THE TASK: For the data below, count the lines that have the string "Houtveldweg" and state that number by itself.

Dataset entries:
*** Begin section ***

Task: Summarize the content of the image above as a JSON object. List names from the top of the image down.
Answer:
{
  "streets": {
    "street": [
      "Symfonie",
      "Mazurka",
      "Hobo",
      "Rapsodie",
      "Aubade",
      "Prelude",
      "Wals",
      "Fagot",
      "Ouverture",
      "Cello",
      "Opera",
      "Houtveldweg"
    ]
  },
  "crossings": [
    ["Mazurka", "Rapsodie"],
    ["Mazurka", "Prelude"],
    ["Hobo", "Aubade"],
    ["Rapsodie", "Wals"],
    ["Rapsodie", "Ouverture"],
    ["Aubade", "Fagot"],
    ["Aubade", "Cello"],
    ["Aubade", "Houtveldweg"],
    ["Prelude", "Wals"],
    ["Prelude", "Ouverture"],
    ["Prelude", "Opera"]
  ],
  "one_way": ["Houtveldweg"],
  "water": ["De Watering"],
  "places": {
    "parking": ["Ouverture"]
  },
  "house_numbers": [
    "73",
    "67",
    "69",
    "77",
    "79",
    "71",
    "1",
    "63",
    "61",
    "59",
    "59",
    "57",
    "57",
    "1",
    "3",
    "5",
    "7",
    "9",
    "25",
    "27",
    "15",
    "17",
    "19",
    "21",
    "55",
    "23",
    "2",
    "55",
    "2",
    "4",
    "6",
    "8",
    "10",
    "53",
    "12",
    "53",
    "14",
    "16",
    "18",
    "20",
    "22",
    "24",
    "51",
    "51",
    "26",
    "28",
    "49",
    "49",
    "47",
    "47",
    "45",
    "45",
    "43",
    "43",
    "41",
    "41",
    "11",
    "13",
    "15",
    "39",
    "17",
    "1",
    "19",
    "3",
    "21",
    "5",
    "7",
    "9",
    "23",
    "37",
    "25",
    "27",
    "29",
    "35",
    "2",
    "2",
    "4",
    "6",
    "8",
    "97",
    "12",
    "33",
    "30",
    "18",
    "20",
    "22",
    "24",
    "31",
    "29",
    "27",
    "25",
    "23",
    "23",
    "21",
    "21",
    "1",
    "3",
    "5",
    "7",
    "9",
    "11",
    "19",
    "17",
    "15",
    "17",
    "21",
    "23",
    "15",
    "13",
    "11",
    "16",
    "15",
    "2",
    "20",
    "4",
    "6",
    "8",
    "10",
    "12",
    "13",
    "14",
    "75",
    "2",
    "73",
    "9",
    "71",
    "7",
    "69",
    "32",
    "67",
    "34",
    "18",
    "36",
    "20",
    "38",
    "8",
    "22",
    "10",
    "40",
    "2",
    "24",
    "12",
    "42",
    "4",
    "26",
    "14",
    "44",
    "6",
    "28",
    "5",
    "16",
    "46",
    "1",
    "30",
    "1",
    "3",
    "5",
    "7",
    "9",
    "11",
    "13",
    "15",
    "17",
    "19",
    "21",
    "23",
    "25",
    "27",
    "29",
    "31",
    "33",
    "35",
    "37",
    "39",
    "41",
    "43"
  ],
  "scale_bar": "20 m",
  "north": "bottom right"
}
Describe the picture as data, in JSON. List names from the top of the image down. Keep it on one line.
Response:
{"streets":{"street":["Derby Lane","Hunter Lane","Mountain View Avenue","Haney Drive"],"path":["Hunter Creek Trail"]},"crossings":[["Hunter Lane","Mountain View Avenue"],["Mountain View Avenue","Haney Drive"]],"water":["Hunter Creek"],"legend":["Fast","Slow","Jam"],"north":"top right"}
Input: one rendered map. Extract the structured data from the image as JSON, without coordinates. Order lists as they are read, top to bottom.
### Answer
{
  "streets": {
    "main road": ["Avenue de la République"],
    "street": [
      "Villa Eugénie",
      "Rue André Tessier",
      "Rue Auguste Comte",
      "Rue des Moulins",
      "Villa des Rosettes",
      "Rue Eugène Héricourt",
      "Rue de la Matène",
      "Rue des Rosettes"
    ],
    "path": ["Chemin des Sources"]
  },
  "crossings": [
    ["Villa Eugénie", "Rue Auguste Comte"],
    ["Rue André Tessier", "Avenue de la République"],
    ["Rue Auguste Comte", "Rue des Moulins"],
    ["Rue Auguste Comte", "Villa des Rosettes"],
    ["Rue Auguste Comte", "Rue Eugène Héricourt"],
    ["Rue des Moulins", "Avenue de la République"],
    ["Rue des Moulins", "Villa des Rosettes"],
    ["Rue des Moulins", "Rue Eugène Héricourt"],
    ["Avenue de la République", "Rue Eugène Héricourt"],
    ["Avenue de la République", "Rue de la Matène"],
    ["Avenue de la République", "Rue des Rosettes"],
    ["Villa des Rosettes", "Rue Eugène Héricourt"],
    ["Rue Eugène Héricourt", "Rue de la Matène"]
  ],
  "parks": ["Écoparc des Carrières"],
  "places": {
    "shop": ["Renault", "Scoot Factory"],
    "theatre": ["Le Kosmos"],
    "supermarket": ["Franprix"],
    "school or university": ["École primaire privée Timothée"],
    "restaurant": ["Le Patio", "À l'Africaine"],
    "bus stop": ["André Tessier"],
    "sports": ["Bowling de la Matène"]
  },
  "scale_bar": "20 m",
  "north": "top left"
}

*** End section ***

COMPLETED EXERCISE: 3